One only needs to look at the recent controversy where the TVK government has been accused of handing over 3,085 acres of temple land worth ₹25,000 crores to encroachers in Karur district to see the pattern. And in a stunning reversal of its own claims, the HR&CE initially told the Madras High Court that the Podhu Dikshitars of Chidambaram’s Natarajar Temple sold 2,000 acres of land, only to later revise the figure down to a laughable 18 acres – a fraud that Temple Activist TR Ramesh called out.

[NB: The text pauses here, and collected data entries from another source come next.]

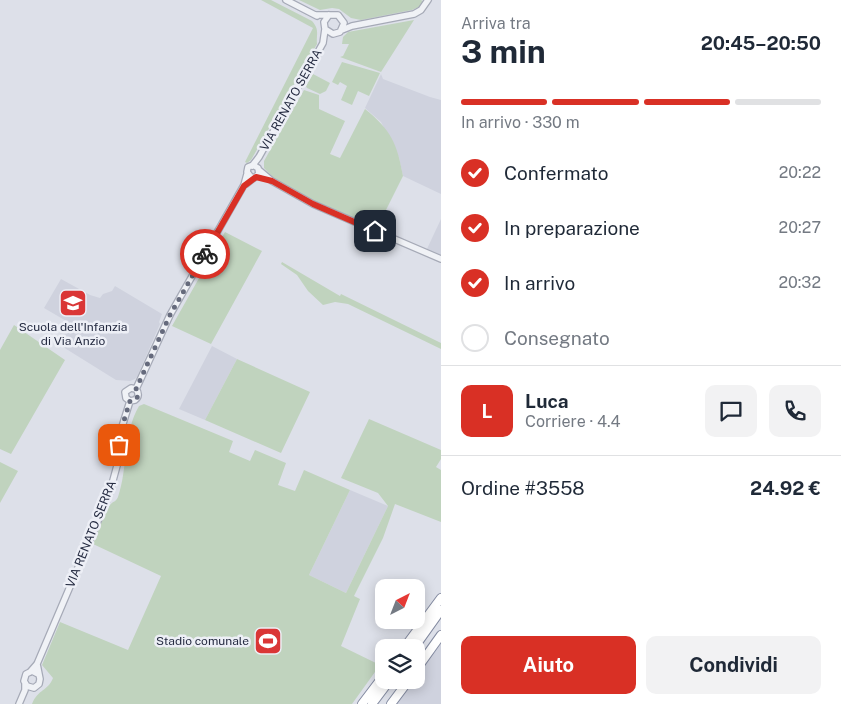 <!DOCTYPE html>
<html lang="it">
<head>
<meta charset="utf-8">
<style>
	body { margin:0; font-family:"Public Sans",sans-serif; background:#f2f2f3; color:#1f2937; height:100vh; display:flex; flex-direction:column; font-size:19px; white-space:nowrap }
	* { box-sizing:border-box; margin:0 }
	p { font-size:16px; color:#747a83 }
	.icon { flex:none; width:28px; height:28px; fill:none; stroke:currentColor; stroke-width:2; stroke-linecap:round; stroke-linejoin:round }
	.map { position:relative; flex:1; overflow:hidden }
	.details { display:flex; flex-direction:column; background:#fff; width:400px }
	.details>* { flex:none }
	.needle { width:32px; rotate:42deg }
	.tools { position:absolute; left:375px; top:579px; display:grid; gap:10px }
	.tools a { display:grid; place-items:center; width:50px; height:50px; border-radius:10px; background:#fff; box-shadow:0 2px 12px #0003; font-size:25px }
	.pin { position:absolute; display:grid; place-items:center; width:42px; height:42px; color:#fff; margin:-21px; border-radius:10px; box-shadow:0 2px 8px #0006 }
	.courier { position:absolute; display:grid; place-items:center; width:50px; height:50px; margin:-25px; border:4px solid #d93025; border-radius:50%; background:#fff; color:#222; box-shadow:0 1px 6px #0007 }
	.summary em { font-style:normal; font-weight:700 }
	.summary div { display:flex; flex-direction:column-reverse }
	.summary { display:flex; align-items:center; justify-content:space-between; height:85px; padding:0 20px }
	h1 { font-size:32px; font-weight:700; line-height:38px }
	.bar { display:grid; grid-template-columns:repeat(4,1fr); gap:8px 5px; align-content:center; height:60px; padding:0 20px }
	.bar i { height:6px; border-radius:4px; background:#e0e1e3 }
	.bar .on { background:#d93025 }
	.bar p { grid-column:span 4 }
	.line { display:flex; align-items:center; gap:12px; padding:0 20px; border-top:1px solid #e0e1e3 }
	.line div { flex:1 }
	.round { display:grid; place-items:center; flex:none; width:52px; height:52px; border-radius:10px; background:#f2f2f3 }
	ol { padding:0 20px; list-style:none }
	li { display:flex; align-items:center; gap:15px; height:55px }
	li p { margin-inline-start:auto }
	li .icon { padding:5px; border-radius:50%; background:#d93025; color:#fff; stroke-width:4 }
	li:last-child { color:#747a83 }
	li i { width:28px; height:28px; border:2px solid #e0e1e3; border-radius:50% }
	.primary-button { display:flex; gap:10px; margin-top:auto; padding:10px 20px }
	.primary-button a { flex:1; height:58px; border-radius:10px; background:#d93025; color:#fff; font-size:20px; font-weight:700; line-height:58px; text-align:center }
	.primary-button a+a { background:#f2f2f3; color:#1f2937 }
	main { display:flex; flex:1; min-height:0 }
	.map>svg:first-child { display:block }
	.built { fill:#cfd2de }
	.green { fill:#c0d3be }
	.lines { fill:none; stroke-linecap:round; stroke-linejoin:round }
	.tertiary-casing { stroke:#a6aab7; stroke-width:8 }
	.trunk-casing { stroke:#838aa0; stroke-width:10 }
	.tertiary { stroke:#f0f2f6; stroke-width:5.5 }
	.trunk { stroke:#fff; stroke-width:8 }
	.done { stroke:#656a7c; stroke-width:5; stroke-dasharray:0 9 }
	.route { stroke:#d93025; stroke-width:6 }
	.labels { text-anchor:middle; dominant-baseline:central; stroke-width:5; stroke-linejoin:round; paint-order:stroke }
	.street-label { font-size:12px; fill:#252b41; stroke:#edeff6 }
	.poi-label { font-size:12px; fill:#252b41; stroke:#edeff6 }
</style>
</head>
<body>
<main>
<div class="map">
<svg width="441" height="704" viewBox="0 0 441 704">
	<rect width="100%" height="100%" fill="#dde0e9"/>
	<path class="built" d="M381,74L383,79L430,97L441,100V194L403,176L399,158L381,122L365,108Z
		M441,219V258L426,251Z
		M61,279L90,295L100,298L103,294L112,291L115,286L162,314L159,322L160,324L137,377L135,379L130,381L116,380L55,342L68,322L44,308Z
		M212,346L237,359L205,420L179,409Z
		M350,490L388,506L346,593L309,575Z
		M441,641V704H394L412,680H416V674Z"/>
	<path class="green" d="M261,0H271L312,21C320,30 316,34 317,44L251,160L247,163L245,162L313,28Z
		M299,0H421L423,1L419,7L412,10L361,20L351,18L339,9L332,8L320,10Z
		M414,20L381,72L340,57L343,56L349,44H342L343,37L348,32Z
		M342,62L380,73L369,96L358,91L352,105L341,100L347,86L340,82L338,85L332,82Z
		M313,74L330,83L326,91L320,94L307,88L306,86Z
		M304,90L319,95V109L345,121L330,154L340,158L365,109C391,130 397,143 403,176L376,230C341,214 289,197 264,168V161Z
		M225,232L262,251L211,344L172,326Z
		M282,262L340,296L341,294L441,343V349L348,304L335,302L323,305L308,291L297,275L281,264Z
		M14,325L65,360L11,454L0,449V350Z
		M237,359L310,392L281,453L205,420Z
		M144,404L233,441L229,452L250,461L255,450L286,463L278,485L295,491L304,470L350,490L309,575L346,593L388,506L378,493L341,478L369,419L441,450V459L436,467L441,470V522L395,504L383,538L354,596L360,599L341,646L380,665L352,704H32C38,689 48,691 53,678L42,665L60,622L128,650L161,576L93,544C97,535 104,512 110,505C113,501 116,502 118,497C128,468 123,433 139,406Z
		M0,462L18,471L0,503Z"/>
	<g class="lines">
		<g class="tertiary-casing">
			<path id="tertiary" d="M286,0L317,16
				M316,15H338L344,23L340,32L333,34L325,29L324,22L329,15
				M342,30L352,26L414,14L421,10L428,0
				M252,166L259,157L323,43L325,29
				M259,170L272,181L313,204L441,259
				M246,184L259,174L258,168L253,165L248,167L247,172L250,176L253,178
				M136,389L170,315L244,185L247,174
				M130,401L126,398L125,392L131,388L136,389
				M130,401L135,400C139,397 139,393 136,389
				M37,664L40,679L39,684L34,688L27,686L24,681L26,674L32,671L38,674
				M30,672L37,664L109,495L118,462L121,430L130,401
				M19,704L25,690V684"/>
		</g>
		<g class="trunk-casing">
			<path id="trunk" d="M404,648L441,598
				M414,648L441,610
				M416,670L441,635
				M362,704L384,675
				M372,704L390,680
				M391,704L409,680"/>
		</g>
		<use href="#tertiary" class="tertiary"/>
		<use href="#trunk" class="trunk"/>
	</g>
	<g class="lines">
		<path class="done" d="M119,445L121,430L130,401L137,398L138,394L136,389L170,315L205,254"/>
		<path class="route" d="M205,254L244,186L256,177L272,181L313,204L375,231"/>
	</g>
	<defs>
		<g id="school-square" transform="scale(1.4375)"><rect x="-9" y="-9" width="18" height="18" rx="4" fill="#da3636" stroke="#edeff6"/><path d="M0-5L7-2L0 1L-7-2ZM-4 1L0 2.5L4 1V4Q0 6-4 4Z" fill="#fff"/></g>
		<g id="stadium-square" transform="scale(1.4375)"><rect x="-9" y="-9" width="18" height="18" rx="4" fill="#da3636" stroke="#edeff6"/><path d="M0-5a6.5 5 0 1 0 0 10a6.5 5 0 1 0 0-10ZM-3.5-1.8h7v3.6h-7Z" fill="#fff"/></g>
	</defs>
	<g fill-rule="evenodd">
		<use href="#school-square" x="73" y="303"/>
		<use href="#stadium-square" x="268" y="641"/>
	</g>
	<g class="labels">
		<g class="street-label">
			<text transform="translate(291 100) rotate(-61)">VIA RENATO SERRA</text>
			<text transform="translate(91 534) rotate(-68)">VIA RENATO SERRA</text>
		</g>
		<g class="poi-label">
			<text x="73" y="327">Scuola dell'Infanzia<tspan x="73" dy="14">di Via Anzio</tspan></text>
			<text x="249" y="641" text-anchor="end">Stadio comunale</text>
		</g>
	</g>
</svg>
<div class="tools">
<a><svg class="needle" viewBox="-14 -14 28 28"><path d="M0-13l5 13h-10z" fill="#e53935"/><path d="M0 13l5-13h-10z" fill="#747a83"/></svg></a>
<a><svg class="icon" aria-label="layers" viewBox="0 0 24 24"><path d="M12 4l9 5-9 5-9-5zM3 14l9 5 9-5"/></svg></a>
</div>
<div class="pin" style="left:119px;top:445px;background:#ea580c"><svg class="icon" aria-label="bag" viewBox="0 0 24 24"><path d="M5 8h14l-1 12H6zM9 8a3 3 0 0 1 6 0"/></svg></div>
<div class="pin" style="left:375px;top:231px;background:#1f2937"><svg class="icon" aria-label="home" viewBox="0 0 24 24"><path d="M3 11l9-7 9 7M6 9v11h12V9"/></svg></div>
<div class="courier" style="left:205px;top:254px"><svg class="icon" aria-label="bike" viewBox="0 0 24 24"><circle cx="6" cy="16" r="4"/><circle cx="18" cy="16" r="4"/><path d="M6 16l4-8h5l3 8M10 8l3 8H6M13 5h3"/></svg></div>
</div>
<section class="details">
<div class="summary"><div><h1>3 min</h1><p>Arriva tra</p></div><em>20:45–20:50</em></div>
<div class="bar"><i class="on"></i><i class="on"></i><i class="on"></i><i></i><p>In arrivo · 330 m</p></div>
<ol>
<li><svg class="icon" aria-label="check" viewBox="0 0 24 24"><path d="M5 12l5 5 9-10"/></svg>Confermato<p>20:22</p></li>
<li><svg class="icon" aria-label="check" viewBox="0 0 24 24"><path d="M5 12l5 5 9-10"/></svg>In preparazione<p>20:27</p></li>
<li><svg class="icon" aria-label="check" viewBox="0 0 24 24"><path d="M5 12l5 5 9-10"/></svg>In arrivo<p>20:32</p></li>
<li><i></i>Consegnato</li>
</ol>
<div class="line" style="height:90px"><b class="round" style="background:#d93025;color:#fff">L</b><div><b>Luca</b><p>Corriere · 4.4</p></div><a class="round"><svg class="icon" aria-label="chat" viewBox="0 0 24 24"><path d="M4 5h16v11H9l-5 4z"/></svg></a><a class="round"><svg class="icon" aria-label="phone" viewBox="0 0 24 24"><path d="M5 4h4l2 5-3 2q2 4 5 5l2-3 5 2v4C11 20 4 13 5 4z"/></svg></a></div>
<div class="line" style="height:65px"><div>Ordine #3558</div><b>24.92 €</b></div>
<div class="primary-button"><a>Aiuto</a><a>Condividi</a></div>
</section>
</main>
</body>
</html>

The state has shown contempt for court orders. Hindu Munnani has repeatedly pointed out that while temples are demolished on the flimsiest grounds of encroachment, illegal churches and mosques are left untouched, even when court orders call for their removal. In Kallakurichi, the government tried to usurp 40 acres of Sri Nareeswarar Temple land worth ₹88 crores for a paltry ₹1.98 crores to build a Collectorate complex, a move stopped only by the Madras High Court. And in a move straight out of the DMK playbook, a Murugan temple in Tiruppur was demolished by revenue officials even as devotees protested, while the government turned a blind eye to unauthorised structures of other faiths.

The Question That Remains

The story of the Meenakshi Temple land is a shocking testament to the double standards of successive governments in Tamil Nadu. A 1966 Supreme Court verdict was overturned by a state bureaucrat. The HR&CE Department, the very institution meant to protect temple properties, was complicit in the theft. And the political class, from the DMK to the TVK, has colluded in this loot.

The same controversy has returned in the form of the Karur inam lands issue. It remains to be seen whether the TVK government will pay heed to the Hindus and reverse its GO and also correct this great historical wrong or will it pander to the evil forces and betray Hindus once again like its Dravidianist counterparts.